Thursday, November 30, 2006

"The "two distinct paths" show themselves rather obviously in the final result. The ISG clearly weighed the competing visions for Iraq, withdrawal and commitment, and came up with something that satisfies no one. They suggest the gradual withdrawal of American troops, but won't say whether they should stay elsewhere in Iraq, in a neighboring country (if any would host them), or sent home altogether. The ISG wants to put pressure on Nouri al-Maliki, but apparently not by applying any specific timetables.

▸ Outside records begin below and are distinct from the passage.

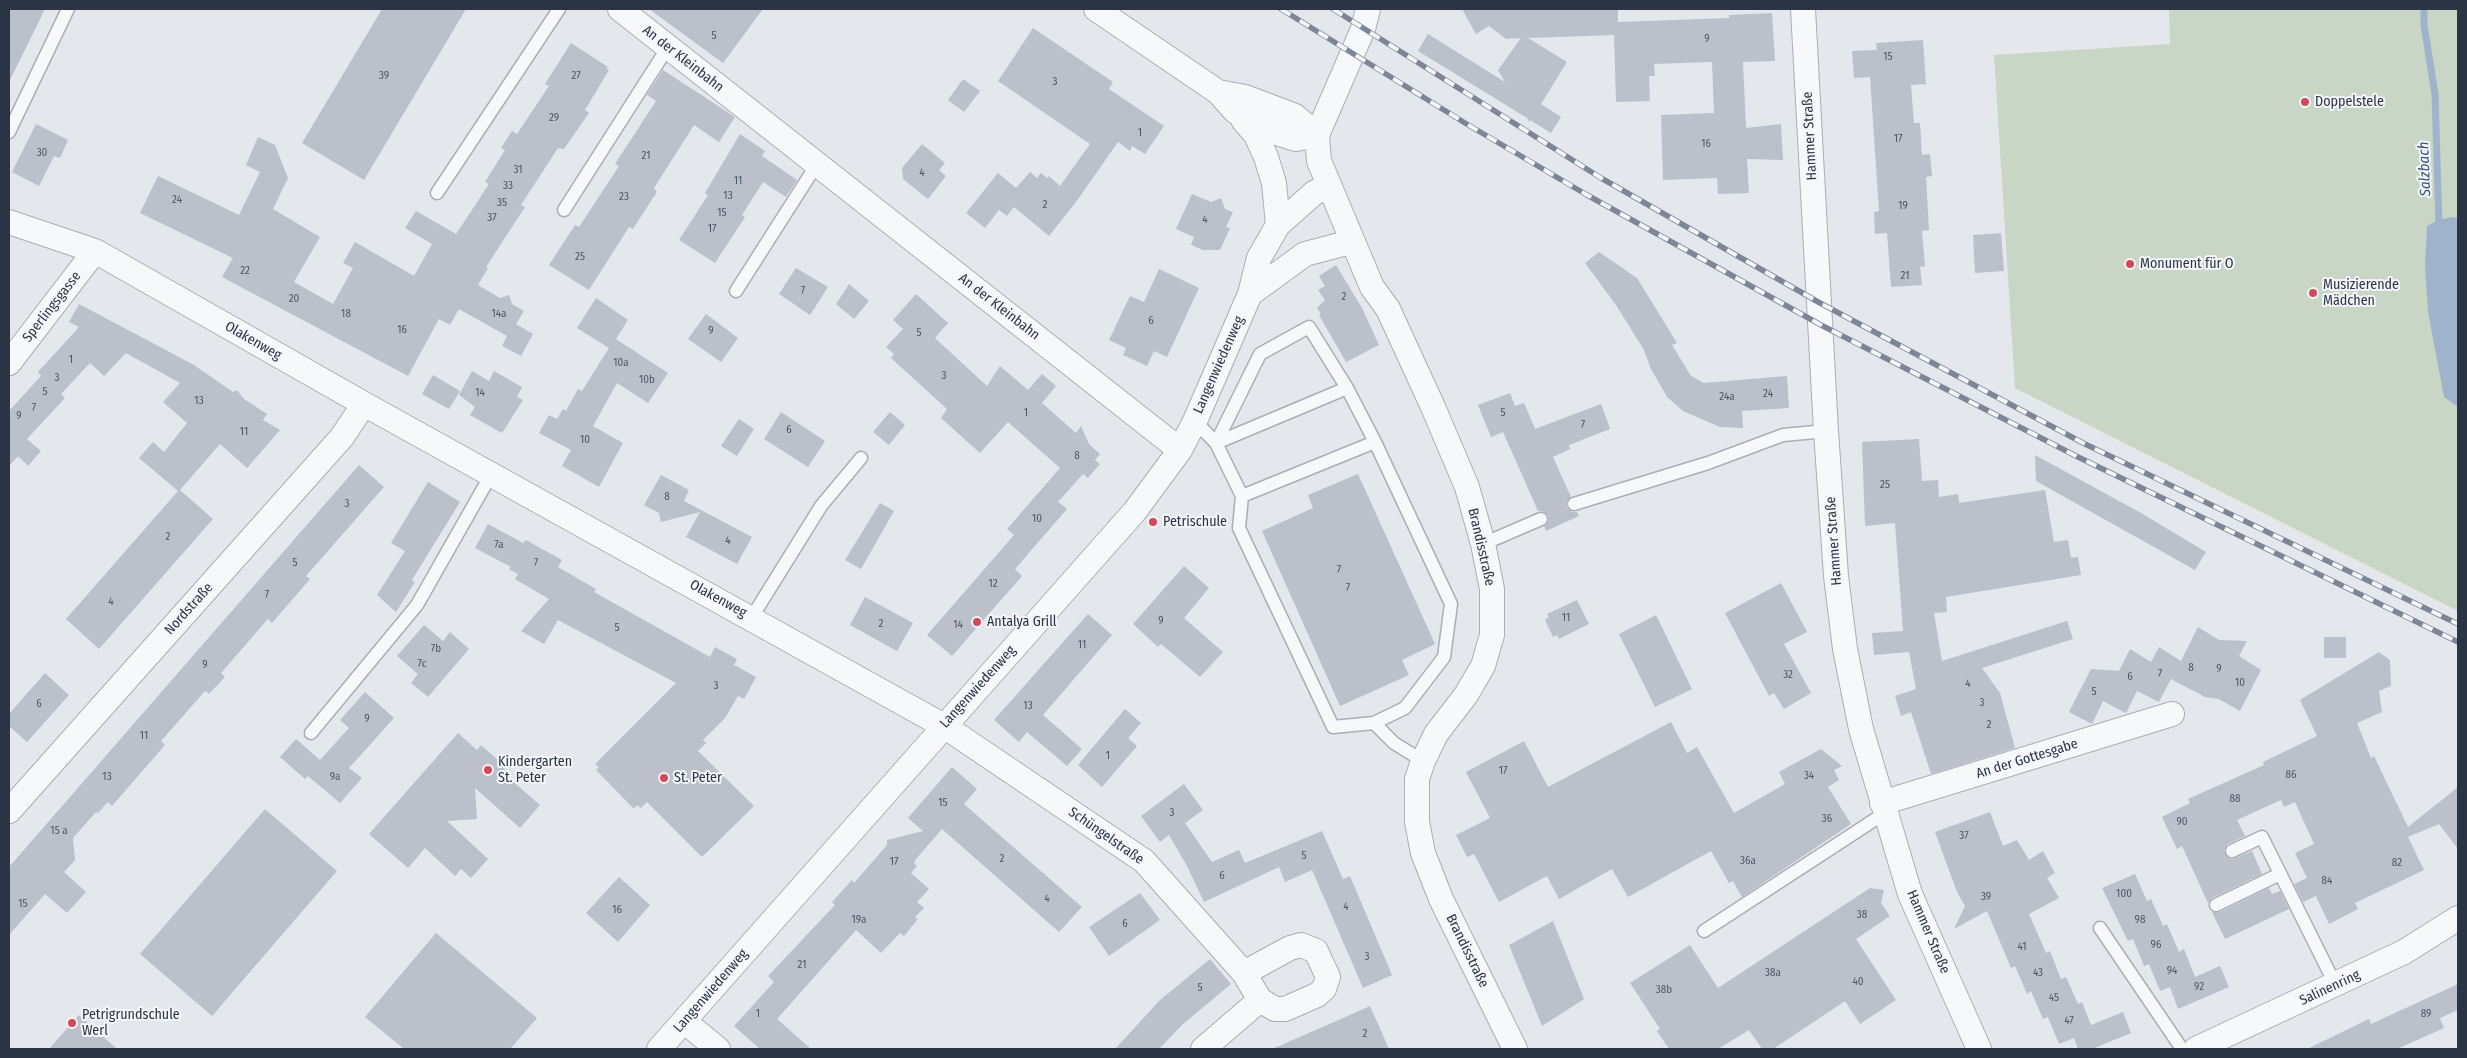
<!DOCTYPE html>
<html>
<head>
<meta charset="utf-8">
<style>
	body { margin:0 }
	#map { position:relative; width:2467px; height:1058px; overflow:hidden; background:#e4e7ec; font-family:"Fira Sans Condensed",sans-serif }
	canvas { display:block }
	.frame { position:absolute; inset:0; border:10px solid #2b3445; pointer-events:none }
</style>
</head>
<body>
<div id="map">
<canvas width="2467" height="1058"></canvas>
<div class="frame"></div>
</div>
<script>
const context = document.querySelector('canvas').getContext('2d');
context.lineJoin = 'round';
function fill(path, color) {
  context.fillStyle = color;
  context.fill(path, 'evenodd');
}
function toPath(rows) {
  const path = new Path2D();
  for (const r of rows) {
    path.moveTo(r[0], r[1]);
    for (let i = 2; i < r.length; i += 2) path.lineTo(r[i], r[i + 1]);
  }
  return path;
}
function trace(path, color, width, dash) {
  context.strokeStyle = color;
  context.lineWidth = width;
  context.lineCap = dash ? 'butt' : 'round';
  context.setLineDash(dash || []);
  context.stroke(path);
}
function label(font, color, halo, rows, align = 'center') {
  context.font = font + ' "Fira Sans Condensed",sans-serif';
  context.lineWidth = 4;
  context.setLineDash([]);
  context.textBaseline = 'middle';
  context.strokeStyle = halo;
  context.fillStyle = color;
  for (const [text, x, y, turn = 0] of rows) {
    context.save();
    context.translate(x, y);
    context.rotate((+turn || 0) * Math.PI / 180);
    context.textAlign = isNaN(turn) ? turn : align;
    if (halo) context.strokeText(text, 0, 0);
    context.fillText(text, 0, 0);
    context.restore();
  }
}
fill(toPath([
	[2169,9,2458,9,2458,611,2015,388,1994,55,2170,44]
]), '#c9d6c5');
fill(toPath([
	[2453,217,2458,218,2458,407,2444,397,2428,312,2425,266,2427,226,2438,220]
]), '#9fb4cc');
trace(toPath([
	[2424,9,2424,25,2435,94,2439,227]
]), '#9fb4cc', 7);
fill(toPath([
	[9,9,45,9,9,82],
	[382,9,466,9,364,180,302,143],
	[649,9,763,9,723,63],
	[1462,9,1618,9,1618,22,1729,18,1729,15,1772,13,1775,61,1743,62,1746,128,1781,124,1783,160,1747,159,1749,193,1718,194,1717,178,1663,180,1661,115,1714,113,1712,62,1654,64,1655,76,1649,76,1650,101,1616,102,1614,35,1528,38,1567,62,1541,104,1561,117,1551,133,1530,120,1529,122,1527,118,1418,51,1428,34,1505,82,1498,70,1521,38,1506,39,1489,26,1476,34],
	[1033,28,1113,82,1109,89,1164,126,1145,154,1132,146,1130,151,1118,142,1076,202,1049,236,1014,207,1007,216,999,210,985,228,966,213,998,173,1016,188,1030,172,1037,178,1041,173,1047,178,1049,176,1060,186,1090,144,998,81],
	[1923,40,1926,84,1911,85,1914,123,1920,123,1922,155,1930,154,1932,176,1926,177,1929,230,1922,231,1925,266,1920,267,1922,285,1891,287,1887,233,1875,234,1874,212,1879,211,1870,77,1854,78,1852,51,1877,50,1876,43],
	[571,43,608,67,606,68,609,70,585,110,589,113,564,149,558,148,521,205,525,207,486,267,488,268,478,285,500,298,509,295,512,304,524,311,516,324,533,334,521,356,502,346,507,336,459,309,450,325,439,319,408,376,222,277,233,258,140,213,158,176,239,215,260,172,246,165,258,137,275,145,288,178,273,209,320,237,294,282,333,304,353,268,343,263,355,242,414,276,432,244,405,228,416,211,456,234,489,184,485,182,505,150,501,148,512,131,517,134,549,86,545,84],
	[663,70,735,117,719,142,694,125,654,188,657,192,647,207,633,229,629,227,589,290,549,265,575,225,579,227,619,166,615,164,656,101,647,95],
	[963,79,980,91,964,112,948,100],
	[36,124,68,140,60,158,54,156,39,186,12,172],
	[740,134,765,151,762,156,797,180,786,197,763,182,742,215,745,217,715,263,679,240,708,195,705,193],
	[922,144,945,163,939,170,946,176,928,199,903,179,902,168],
	[1192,194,1211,202,1221,198,1225,209,1233,212,1226,227,1230,228,1220,250,1203,250,1191,245,1194,237,1176,229],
	[2001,233,2004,271,1975,273,1973,235],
	[1599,252,1637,278,1677,343,1672,345,1691,376,1704,383,1787,376,1789,408,1742,411,1743,428,1720,427,1683,411,1667,397,1651,369,1644,350,1616,305,1585,263],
	[1336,265,1362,308,1379,345,1346,362,1319,315,1321,314,1317,308,1325,300,1318,290,1325,286,1319,276],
	[796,268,828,287,810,315,779,294],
	[1159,269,1199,288,1167,357,1154,351,1147,366,1123,355,1126,348,1109,340,1130,296,1144,302],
	[849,284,869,301,854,319,836,304],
	[916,294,948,323,935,338,987,386,1000,366,1028,390,1042,374,1056,386,1042,403,1076,433,1081,426,1089,444,1100,454,1095,460,1100,464,1088,478,1083,474,1058,502,1067,509,1015,569,1022,576,952,656,927,635,1014,535,1007,529,1060,468,1008,422,980,453,941,418,947,409,891,358,894,354,886,347,903,329,893,320],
	[596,298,628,320,616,339,668,373,648,403,617,383,593,426,623,443,599,487,562,466,571,450,539,433,549,415,557,419,563,409,566,411,578,389,582,391,609,348,577,328],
	[79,304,194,365,233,392,237,390,244,399,267,414,263,420,280,430,247,468,220,444,180,490,213,519,99,649,66,619,178,491,139,458,153,442,164,452,187,423,163,402,180,383,126,353,104,376,90,363,61,394,65,398,27,439,41,451,28,466,18,456,9,466,9,411,41,376,38,372,79,327,69,322],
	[706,314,738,338,721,362,688,339],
	[472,371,489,381,494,371,522,387,517,397,523,400,502,433,470,415,475,407,459,395],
	[433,375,460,391,449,409,422,394],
	[1510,393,1515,406,1524,403,1535,429,1601,404,1610,429,1569,445,1570,449,1553,457,1571,497,1566,502,1566,507,1572,512,1577,512,1579,516,1546,531,1544,526,1549,520,1548,515,1542,511,1538,511,1503,432,1491,437,1478,405],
	[781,412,825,441,808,467,764,439],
	[890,412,905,425,889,445,873,432],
	[739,419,754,429,737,456,721,446],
	[1919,439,1922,481,1938,480,1939,497,1958,494,1959,503,2045,490,2054,542,2068,540,2071,558,2078,557,2081,575,1946,597,1947,612,1934,613,1942,661,2067,621,2073,639,1982,668,2000,693,2015,748,1931,774,1911,712,1901,716,1895,696,1916,689,1909,652,1874,655,1872,633,1903,631,1895,523,1865,526,1862,442],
	[2035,455,2141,513,2206,552,2195,570,2036,481],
	[359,465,384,487,306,576,310,579,272,623,268,619,221,673,225,677,209,694,205,691,161,741,165,745,112,806,108,802,98,813,96,812,73,838,75,860,64,872,86,892,67,913,45,894,9,935,9,867],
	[1358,474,1435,644,1402,660,1409,675,1340,706,1262,531,1313,508,1308,495],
	[661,475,689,490,684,501,752,537,737,564,686,537,700,512,661,522,659,513,644,505],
	[428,482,460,502,412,580,415,582,396,612,377,595,405,551,391,543],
	[880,503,894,511,861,569,845,560],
	[488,524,523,543,526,540,562,560,558,567,596,589,594,592,710,657,715,647,737,659,734,665,756,677,744,699,738,696,725,718,703,740,706,743,698,751,754,806,702,857,647,802,641,808,637,805,634,809,596,770,599,767,595,764,676,683,558,620,544,644,521,631,549,599,515,579,518,574,509,569,511,567,475,548],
	[1184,566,1209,588,1184,618,1223,652,1200,677,1161,644,1158,647,1133,624],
	[1781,583,1807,632,1784,644,1811,693,1784,709,1774,693,1769,696,1725,613],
	[865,597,913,623,897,651,850,625],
	[1577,600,1589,624,1559,639,1557,635,1553,637,1545,620,1549,617,1547,614],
	[1088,614,1112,635,1043,715,1082,749,1067,766,1027,732,1019,742,994,720],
	[1656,615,1692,689,1655,707,1619,634],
	[424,625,443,641,450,632,469,649,428,697,411,683,418,674,397,656],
	[2198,627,2219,640,2247,641,2239,656,2261,670,2240,711,2219,699,2205,697,2171,679,2159,702,2137,691,2126,713,2103,701,2092,724,2069,712,2091,669,2119,671,2130,649,2151,662,2159,647,2181,661],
	[2324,637,2346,637,2346,658,2324,658],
	[2379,652,2390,660,2391,686,2379,691,2382,712,2357,723,2371,758,2374,756,2408,827,2458,787,2458,849,2439,824,2408,837,2424,870,2355,903,2358,909,2329,924,2316,896,2303,902,2294,884,2307,878,2295,853,2314,844,2295,802,2284,807,2281,800,2237,820,2245,836,2228,844,2224,850,2227,857,2232,859,2252,851,2262,874,2212,898,2208,903,2182,846,2177,849,2162,817,2190,803,2188,799,2264,765,2263,762,2317,736,2300,700],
	[45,673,69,695,27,742,9,726,9,714],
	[365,692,394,718,349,768,362,778,340,803,308,776,305,779,280,757,296,739,320,760,349,728,340,720],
	[1125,709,1141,723,1128,738,1137,746,1102,787,1078,765],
	[1671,722,1687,753,1697,747,1734,813,1785,784,1779,772,1821,749,1842,766,1834,770,1839,780,1828,787,1851,824,1742,897,1733,881,1729,883,1711,851,1628,897,1612,869,1559,899,1547,876,1499,902,1474,854,1467,857,1456,835,1490,818,1466,772,1524,741,1548,787],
	[458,733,477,750,481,745,506,767,502,772,540,805,520,828,475,788,477,819,447,821,488,859,471,878,461,869,455,876,425,848,408,868,369,834],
	[952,767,977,789,964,804,1082,907,1059,932,942,829,916,859,914,863,917,866,911,873,929,889,917,902,924,908,915,917,918,919,904,936,900,933,881,953,856,930,777,1019,811,1049,760,1049,734,1026,774,982,768,976,835,905,832,902,852,880,854,883,887,845,887,840,923,831,908,818],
	[1184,784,1203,810,1185,823,1212,862,1239,850,1245,863,1322,831,1343,879,1350,876,1392,975,1363,988,1312,870,1285,882,1279,867,1204,902,1187,866,1169,835,1160,842,1141,816],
	[265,809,337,871,212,1016,140,954],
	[1990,812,2003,846,2017,840,2029,860,2043,851,2055,873,2047,878,2059,898,2029,914,2046,953,2050,951,2061,979,2066,977,2078,1004,2082,1002,2091,1025,2123,1012,2131,1033,2092,1049,2078,1049,2074,1038,2059,1044,2048,1017,2043,1019,2031,991,2027,994,2015,966,2011,968,1987,911,1954,929,1965,906,1957,892,1935,832],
	[2135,874,2147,901,2151,899,2163,926,2167,924,2179,952,2184,949,2195,977,2220,966,2229,987,2178,1009,2170,987,2160,991,2149,964,2144,966,2133,939,2128,941,2102,888],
	[619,877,650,905,618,942,586,913],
	[1870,888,1884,890,1881,903,1890,916,1856,939,1896,1000,1860,1024,1845,1001,1773,1049,1762,1049,1749,1030,1718,1049,1669,1049,1657,1031,1660,1029,1630,983,1690,945,1718,988],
	[2269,888,2272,894,2280,891,2289,909,2225,939,2212,912,2220,912],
	[1140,893,1160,920,1109,956,1089,927],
	[1553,921,1584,999,1542,1026,1509,945],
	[436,933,537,1018,510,1049,404,1049,365,1017],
	[1210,959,1231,984,1182,1025,1159,1049,1115,1049,1160,1000],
	[2458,984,2458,1010,2440,1018,2444,1028,2397,1049,2307,1049,2369,1019,2371,1024],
	[1370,1006,1389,1049,1272,1049,1341,1019],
	[79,1015,117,1049,49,1049]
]), '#bbc0ca');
const service = toPath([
	[9,132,68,9],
	[437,193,559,9],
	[564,210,668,47],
	[736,291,817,164],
	[1195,421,1216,443,1242,496,1239,528,1333,727,1374,723,1394,743,1423,761],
	[1216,443,1260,354,1309,327,1347,388],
	[1216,443,1347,388,1375,442],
	[1242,496,1375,442,1451,604,1444,657,1405,708,1374,723],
	[1574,504,1708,463,1783,435,1826,431],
	[1483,544,1541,519],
	[752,617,821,506,861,458],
	[311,733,417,605,492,473],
	[2232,851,2262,837,2336,986],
	[2216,905,2280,874],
	[2100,928,2182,1049],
	[1704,931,1885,813]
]);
const minor = toPath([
	[620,9,1180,450],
	[1096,9,1218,92,1235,111,1264,129,1296,139,1317,135],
	[1368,9,1363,29,1317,135,1319,161,1372,287,1388,309,1433,407,1467,487,1483,544,1492,589,1492,635,1483,666,1466,695,1436,734,1423,761,1417,779,1417,822,1423,853,1441,899,1515,1049],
	[1803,9,1826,431,1836,576,1845,649,1861,729,1910,894,1979,1049],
	[1218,92,1245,97,1295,116,1317,135],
	[1243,120,1256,135,1266,157,1274,183,1278,225],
	[9,222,95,251,364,404,944,726,1144,861,1244,973,1260,1000,1275,1009,1285,1009,1317,995,1324,989,1328,977,1316,951,1301,945,1290,948,1244,973],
	[1250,294,1305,254,1351,242],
	[9,363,95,251],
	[1882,803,2172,714],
	[9,811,342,437,364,404],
	[685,1022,718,1049],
	[659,1049,1135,511,1180,450,1195,421,1250,294,1259,258,1278,225,1314,193,1328,186],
	[1203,1049,1260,1000],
	[2196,1049,2404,952,2458,918]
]);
trace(service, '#a9aeb7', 15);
trace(minor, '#a9aeb7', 26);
trace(service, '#f7f8fa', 12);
trace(minor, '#f7f8fa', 24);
const rail = toPath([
	[1281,9,1465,123,1587,195,1821,325,2078,457,2458,642],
	[1333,9,1601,178,1820,303,2083,443,2458,624]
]);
trace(rail, '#7d8696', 5.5);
trace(rail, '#f4f6f9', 4, [11]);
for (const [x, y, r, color] of [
	[2305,102,5,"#d1495b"],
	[2130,264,5,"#d1495b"],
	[2313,293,5,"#d1495b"],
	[1153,522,5,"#d1495b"],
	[977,622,5,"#d1495b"],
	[488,770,5,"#d1495b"],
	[664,778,5,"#d1495b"],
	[72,1023,5,"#d1495b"]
]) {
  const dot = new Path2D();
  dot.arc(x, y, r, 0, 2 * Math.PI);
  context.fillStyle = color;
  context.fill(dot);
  trace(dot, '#f4f6f9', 2);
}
label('11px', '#4f5766', null, [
	["5",714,36],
	["9",1707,39],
	["15",1888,57],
	["39",384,76],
	["27",576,76],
	["3",1055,82],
	["29",554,118],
	["1",1140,133],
	["17",1898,139],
	["16",1706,144],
	["30",42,153],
	["21",646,156],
	["31",518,170],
	["4",922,173],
	["11",738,181],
	["33",508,186],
	["13",728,196],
	["23",624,197],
	["24",177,200],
	["35",502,203],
	["2",1045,205],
	["19",1903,206],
	["15",722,213],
	["37",492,218],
	["4",1205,220],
	["17",712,229],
	["25",580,257],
	["22",245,271],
	["21",1905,276],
	["7",803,291],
	["2",1344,297],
	["20",294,299],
	["18",346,314],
	["14a",499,314],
	["6",1151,321],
	["16",402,330],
	["9",711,331],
	["5",919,333],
	["1",71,360],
	["10a",621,363],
	["3",944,376],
	["3",57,378],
	["10b",647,380],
	["5",45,392],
	["14",480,393],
	["24",1768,394],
	["24a",1727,397],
	["13",199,401],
	["7",34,408],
	["1",1026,413],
	["5",1503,413],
	["9",19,416],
	["7",1583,425],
	["6",789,430],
	["11",244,432],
	["10",585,440],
	["8",1077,456],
	["25",1885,485],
	["8",667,497],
	["3",347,504],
	["10",1037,519],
	["2",168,537],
	["4",728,541],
	["7a",499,545],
	["5",295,563],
	["7",536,563],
	["7",1339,570],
	["12",993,584],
	["7",1348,588],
	["7",267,595],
	["4",111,602],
	["11",1566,618],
	["9",1161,621],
	["2",881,624],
	["14",958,625],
	["5",617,628],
	["11",1082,645],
	["7b",436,649],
	["7c",422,664],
	["9",205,665],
	["8",2191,668],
	["9",2219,669],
	["7",2160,674],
	["32",1788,675],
	["6",2130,677],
	["10",2240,683],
	["4",1968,684],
	["3",716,686],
	["5",2094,692],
	["3",1982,703],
	["6",39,704],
	["13",1028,706],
	["9",367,719],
	["2",1989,725],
	["11",144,736],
	["1",1108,756],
	["17",1503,771],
	["86",2291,775],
	["34",1809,776],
	["13",107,777],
	["9a",335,777],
	["88",2235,799],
	["15",943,803],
	["3",1172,813],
	["36",1827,819],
	["90",2182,822],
	["15 a",59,831],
	["37",1964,836],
	["5",1304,856],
	["2",1002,859],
	["36a",1748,861],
	["17",894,862],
	["82",2397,863],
	["6",1222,876],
	["84",2327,881],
	["100",2124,894],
	["39",1986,897],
	["4",1047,899],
	["15",23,904],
	["4",1346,907],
	["16",617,910],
	["38",1862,915],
	["19a",859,920],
	["98",2140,920],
	["6",1125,924],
	["96",2156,945],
	["41",2022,947],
	["3",1367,957],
	["21",802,965],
	["94",2172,971],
	["38a",1773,973],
	["43",2038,973],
	["40",1858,982],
	["92",2199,987],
	["5",1200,988],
	["38b",1664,990],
	["45",2054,998],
	["1",758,1014],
	["89",2426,1014],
	["47",2069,1021],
	["2",1365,1034]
]);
label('14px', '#2b3445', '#f4f6f9', [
	["An der Kleinbahn",683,59,38],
	["Hammer Straße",1810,136,-93],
	["Sperlingsgasse",52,307,-52],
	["An der Kleinbahn",999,307,38],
	["Olakenweg",253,341,30],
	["Langenwiedenweg",1219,365,-66],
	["Hammer Straße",1834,541,-94],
	["Brandisstraße",1481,547,77],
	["Olakenweg",718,599,29],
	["Nordstraße",189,609,-48],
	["Langenwiedenweg",978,687,-48],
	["An der Gottesgabe",2027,759,-17],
	["Schüngelstraße",1106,836,35],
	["Hammer Straße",1928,932,67],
	["Brandisstraße",1467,951,64],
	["Salinenring",2330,988,-25],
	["Langenwiedenweg",711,991,-49]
]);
label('14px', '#2b3445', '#f4f6f9', [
	["Doppelstele",2315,102],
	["Monument für O",2140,264],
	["Musizierende",2323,285],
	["Mädchen",2323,301],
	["Petrischule",1163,522],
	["Antalya Grill",987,622],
	["Kindergarten",498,762],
	["St. Peter",498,778],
	["St. Peter",674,778],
	["Petrigrundschule",82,1015],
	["Werl",82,1031]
], 'left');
label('italic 15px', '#34527a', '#f4f6f9', [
	["Salzbach",2425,169,-92]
]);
</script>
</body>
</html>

Will this satisfy anyone? Hardly. The Left wants an explicit withdrawal with firm timetables to prevent any dallying by the Bush administration. They do not want 70,000 American troops left in Iraq as "trainers", nor do they want combat organizations left in the quieter regions of Iraq. Supporters of the Bush foreign policy goals in Iraq will find themselves aghast at some of the more ludicrous explicit stands of the ISG. In the only area where they climb out onto a limb, they insist on direct negotiations with the two terror-sponsoring nations in the region, Iran and Syria, to assist in the security of Iraq -- the clearest case of the fox guarding the henhouse since Daladier and Chamberlain put the Sudetenland in the care of Adolf Hitler.

In the end, the ISG will turn out to be a footnote in the policy battles over Iraq. This conclusion marginalizes the panel and its members by its own lack of honest evaluation and commitment to freedom over expediency.